I’m completely unfamiliar with Mouret’s work, but based on this one movie, I’d say he does deserve the comparisons he has received to Woody Allen and Eric Rohmer (though I’d peg Julie Delpy’s 2 Days in Paris (2007) as even closer to Allen). The approach and structure is very like Allen—especially the bulk of the tale being a story told by one of the characters (think Broadway Danny Rose (1984) or Melinda and Melinda (2004)). The tone is not dissimilar either, though the characterizations are different. Allen’s characters are invariably grounded in some kind of significant profession—usually creative—that affords them a reality outside of any romance at hand.
With Mouret, the romance is all that matters. He gives us six important characters: a research chemist, a math teacher, a pharmacist, a woman who sells fabrics, an airline stewardess and a deliveryman. Of the six, the only one we know anything about, as concerns his interests, is the pharmacist, who’s keen on Schubert, but that’s more plot device than characterization. Mouret’s own interest isn’t the characters themselves, but their interactions in the name of love. That’s a notable difference.
The setup involves Gabriel (Michaël Cohen) giving a woman, Emilie (Julie Gayet), a lift in his van. They end up spending the evening together—one that by rights ought to end with a kiss, even though both of them are involved with other people. But an “innocent kiss?” That’s the crux of the matter—whether or not there is any such thing. Emilie expounds on this through a story about two people—Judith (Virginie Ledoyen) and Nicolas (Emmanuel Mouret)—and the consequences of what happened when they gave in to their own desires.
It turns out that though Judith and Nicolas have been best friends for ages, they’ve never been lovers, and Judith is married to Claudio (Stefano Accorsi). This changes, however, when Nicolas, feeling the need for physical affection, talks her into providing it, since they’re such close friends and it will “mean nothing.” Predictably, it means a lot more than nothing, though the pair spends a lot of time denying it—and repeating the experience to prove to themselves that they’re not in love.
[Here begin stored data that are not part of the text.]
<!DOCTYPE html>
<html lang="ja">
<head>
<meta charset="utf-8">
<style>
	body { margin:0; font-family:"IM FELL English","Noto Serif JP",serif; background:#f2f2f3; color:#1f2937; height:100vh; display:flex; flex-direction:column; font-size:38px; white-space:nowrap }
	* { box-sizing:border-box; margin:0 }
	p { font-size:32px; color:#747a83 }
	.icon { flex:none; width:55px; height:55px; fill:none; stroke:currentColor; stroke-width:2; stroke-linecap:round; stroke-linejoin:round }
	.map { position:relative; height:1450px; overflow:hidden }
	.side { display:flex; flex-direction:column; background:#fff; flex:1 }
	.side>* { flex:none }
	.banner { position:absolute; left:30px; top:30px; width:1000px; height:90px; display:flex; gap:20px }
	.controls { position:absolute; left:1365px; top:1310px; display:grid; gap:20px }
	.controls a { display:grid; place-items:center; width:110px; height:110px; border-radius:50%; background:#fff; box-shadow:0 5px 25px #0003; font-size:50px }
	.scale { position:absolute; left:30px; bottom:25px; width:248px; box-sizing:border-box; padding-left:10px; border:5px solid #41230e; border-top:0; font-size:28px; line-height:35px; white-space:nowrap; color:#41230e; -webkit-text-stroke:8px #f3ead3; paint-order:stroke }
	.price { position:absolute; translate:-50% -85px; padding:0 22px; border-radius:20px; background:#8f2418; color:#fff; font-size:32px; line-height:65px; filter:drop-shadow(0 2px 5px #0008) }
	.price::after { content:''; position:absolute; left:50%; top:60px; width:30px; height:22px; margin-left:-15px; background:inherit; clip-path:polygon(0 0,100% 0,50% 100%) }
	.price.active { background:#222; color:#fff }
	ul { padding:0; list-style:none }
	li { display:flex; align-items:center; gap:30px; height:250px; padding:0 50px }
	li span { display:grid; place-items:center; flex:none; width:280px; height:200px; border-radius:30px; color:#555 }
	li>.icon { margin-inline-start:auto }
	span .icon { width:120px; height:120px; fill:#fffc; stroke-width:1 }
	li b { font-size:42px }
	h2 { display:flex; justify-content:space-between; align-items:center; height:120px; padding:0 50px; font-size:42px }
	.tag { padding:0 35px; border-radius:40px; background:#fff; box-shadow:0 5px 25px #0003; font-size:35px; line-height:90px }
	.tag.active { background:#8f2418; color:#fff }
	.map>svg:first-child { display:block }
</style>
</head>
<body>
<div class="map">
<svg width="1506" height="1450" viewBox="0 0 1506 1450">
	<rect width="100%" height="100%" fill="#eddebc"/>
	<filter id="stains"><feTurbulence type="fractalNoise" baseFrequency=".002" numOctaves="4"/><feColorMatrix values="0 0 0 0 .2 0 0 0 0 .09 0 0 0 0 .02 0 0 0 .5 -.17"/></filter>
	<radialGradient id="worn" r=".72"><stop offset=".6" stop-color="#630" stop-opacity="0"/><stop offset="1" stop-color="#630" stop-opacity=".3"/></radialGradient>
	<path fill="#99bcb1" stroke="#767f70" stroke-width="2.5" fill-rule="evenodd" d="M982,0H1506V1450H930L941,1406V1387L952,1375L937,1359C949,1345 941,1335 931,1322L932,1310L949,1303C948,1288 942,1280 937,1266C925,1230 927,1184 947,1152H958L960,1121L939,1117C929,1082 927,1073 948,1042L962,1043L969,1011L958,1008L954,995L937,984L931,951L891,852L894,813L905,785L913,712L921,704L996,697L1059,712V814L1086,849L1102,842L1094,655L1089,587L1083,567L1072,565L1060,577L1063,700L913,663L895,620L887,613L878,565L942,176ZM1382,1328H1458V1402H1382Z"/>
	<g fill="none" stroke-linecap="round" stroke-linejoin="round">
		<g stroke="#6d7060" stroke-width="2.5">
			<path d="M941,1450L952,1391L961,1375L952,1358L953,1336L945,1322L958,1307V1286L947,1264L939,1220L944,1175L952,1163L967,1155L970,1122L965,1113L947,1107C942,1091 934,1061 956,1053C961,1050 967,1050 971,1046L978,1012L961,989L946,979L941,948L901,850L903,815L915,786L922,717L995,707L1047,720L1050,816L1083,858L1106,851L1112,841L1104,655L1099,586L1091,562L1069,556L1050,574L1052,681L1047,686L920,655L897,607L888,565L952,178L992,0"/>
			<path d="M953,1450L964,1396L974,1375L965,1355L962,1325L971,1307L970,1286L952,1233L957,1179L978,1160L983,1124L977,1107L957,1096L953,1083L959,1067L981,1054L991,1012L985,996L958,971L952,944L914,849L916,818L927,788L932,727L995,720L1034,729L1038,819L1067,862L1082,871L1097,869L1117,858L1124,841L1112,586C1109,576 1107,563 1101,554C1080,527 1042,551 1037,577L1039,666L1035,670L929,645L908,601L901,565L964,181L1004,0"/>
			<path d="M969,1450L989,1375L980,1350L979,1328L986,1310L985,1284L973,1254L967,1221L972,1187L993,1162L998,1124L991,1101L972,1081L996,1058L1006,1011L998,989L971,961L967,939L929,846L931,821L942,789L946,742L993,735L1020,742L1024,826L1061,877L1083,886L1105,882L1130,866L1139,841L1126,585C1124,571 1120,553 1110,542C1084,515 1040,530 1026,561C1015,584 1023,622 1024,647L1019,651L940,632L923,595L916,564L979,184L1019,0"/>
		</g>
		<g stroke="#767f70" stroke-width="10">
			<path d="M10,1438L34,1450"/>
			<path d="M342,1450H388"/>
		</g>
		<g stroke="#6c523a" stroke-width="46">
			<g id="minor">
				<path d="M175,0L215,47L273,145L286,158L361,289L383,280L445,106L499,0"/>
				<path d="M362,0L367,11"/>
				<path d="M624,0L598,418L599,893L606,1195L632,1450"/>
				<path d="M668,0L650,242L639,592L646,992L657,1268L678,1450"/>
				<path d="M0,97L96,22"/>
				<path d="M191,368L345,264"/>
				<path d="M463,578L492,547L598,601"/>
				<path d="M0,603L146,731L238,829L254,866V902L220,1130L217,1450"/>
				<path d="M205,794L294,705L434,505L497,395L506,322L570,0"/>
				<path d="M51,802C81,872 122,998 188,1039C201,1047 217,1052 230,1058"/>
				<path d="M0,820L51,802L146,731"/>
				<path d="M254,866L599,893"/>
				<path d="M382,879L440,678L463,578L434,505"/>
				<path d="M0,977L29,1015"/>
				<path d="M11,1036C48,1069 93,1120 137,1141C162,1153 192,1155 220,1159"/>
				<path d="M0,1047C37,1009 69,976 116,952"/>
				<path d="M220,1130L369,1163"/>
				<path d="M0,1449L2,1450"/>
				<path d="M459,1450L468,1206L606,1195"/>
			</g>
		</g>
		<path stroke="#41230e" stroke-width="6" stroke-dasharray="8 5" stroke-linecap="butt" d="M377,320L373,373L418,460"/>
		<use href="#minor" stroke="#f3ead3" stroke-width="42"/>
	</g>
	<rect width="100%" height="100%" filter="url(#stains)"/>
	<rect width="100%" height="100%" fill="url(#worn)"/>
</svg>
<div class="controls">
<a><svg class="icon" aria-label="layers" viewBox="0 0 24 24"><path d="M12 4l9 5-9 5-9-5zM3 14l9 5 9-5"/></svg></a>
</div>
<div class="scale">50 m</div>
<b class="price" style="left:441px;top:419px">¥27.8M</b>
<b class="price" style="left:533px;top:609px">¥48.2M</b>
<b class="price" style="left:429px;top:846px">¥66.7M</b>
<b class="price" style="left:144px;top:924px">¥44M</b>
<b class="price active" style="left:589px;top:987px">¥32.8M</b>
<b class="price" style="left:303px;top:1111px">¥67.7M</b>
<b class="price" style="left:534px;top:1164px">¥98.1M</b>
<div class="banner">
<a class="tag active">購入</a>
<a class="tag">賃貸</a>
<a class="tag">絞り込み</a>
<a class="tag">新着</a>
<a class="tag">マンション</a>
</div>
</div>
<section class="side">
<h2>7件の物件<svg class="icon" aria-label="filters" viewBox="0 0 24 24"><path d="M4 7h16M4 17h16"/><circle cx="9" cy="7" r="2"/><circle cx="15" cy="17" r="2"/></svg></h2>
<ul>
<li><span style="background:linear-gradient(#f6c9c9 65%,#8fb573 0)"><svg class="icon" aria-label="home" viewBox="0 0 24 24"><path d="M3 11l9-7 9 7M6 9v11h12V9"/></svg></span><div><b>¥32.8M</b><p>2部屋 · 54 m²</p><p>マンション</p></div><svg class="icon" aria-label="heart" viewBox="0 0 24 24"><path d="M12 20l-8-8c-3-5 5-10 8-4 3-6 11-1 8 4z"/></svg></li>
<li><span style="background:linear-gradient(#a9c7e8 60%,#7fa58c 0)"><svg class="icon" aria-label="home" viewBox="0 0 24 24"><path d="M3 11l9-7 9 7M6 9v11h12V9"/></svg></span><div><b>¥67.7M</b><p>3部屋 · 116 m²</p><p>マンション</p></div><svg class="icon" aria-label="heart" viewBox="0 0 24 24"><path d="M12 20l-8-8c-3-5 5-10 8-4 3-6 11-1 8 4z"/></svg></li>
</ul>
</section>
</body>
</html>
And when they can deny it no longer, they realize they can do nothing about it without hurting both Claudio and the girl, Caline (Frédérique Bel), with whom Nicolas has taken up. The solution to their problems is one that could only exist within the confines of French farce, but since this is a French farce, it works just fine.
Light and breezy, Shall We Kiss? isn’t perfect. First of all, Mouret isn’t quite as personable as he obviously thinks he is. As a result, it’s easy to get more wrapped up in the framing story than in the flashback, which unbalances the film. Moreover, despite a certain visual elegance, Mouret is on shaky footing with his all-classical music track—mostly Tchaikovsky, but with some Mozart and Schubert thrown in. It’s occasionally effective—especially toward the end—but more often it’s distractingly inapt, as if someone just hit some random tracks on a recording. Still, charm and wit outweigh the missteps by a significant margin, and the film wins out in the end. Not rated, but contains adult themes and some nudity.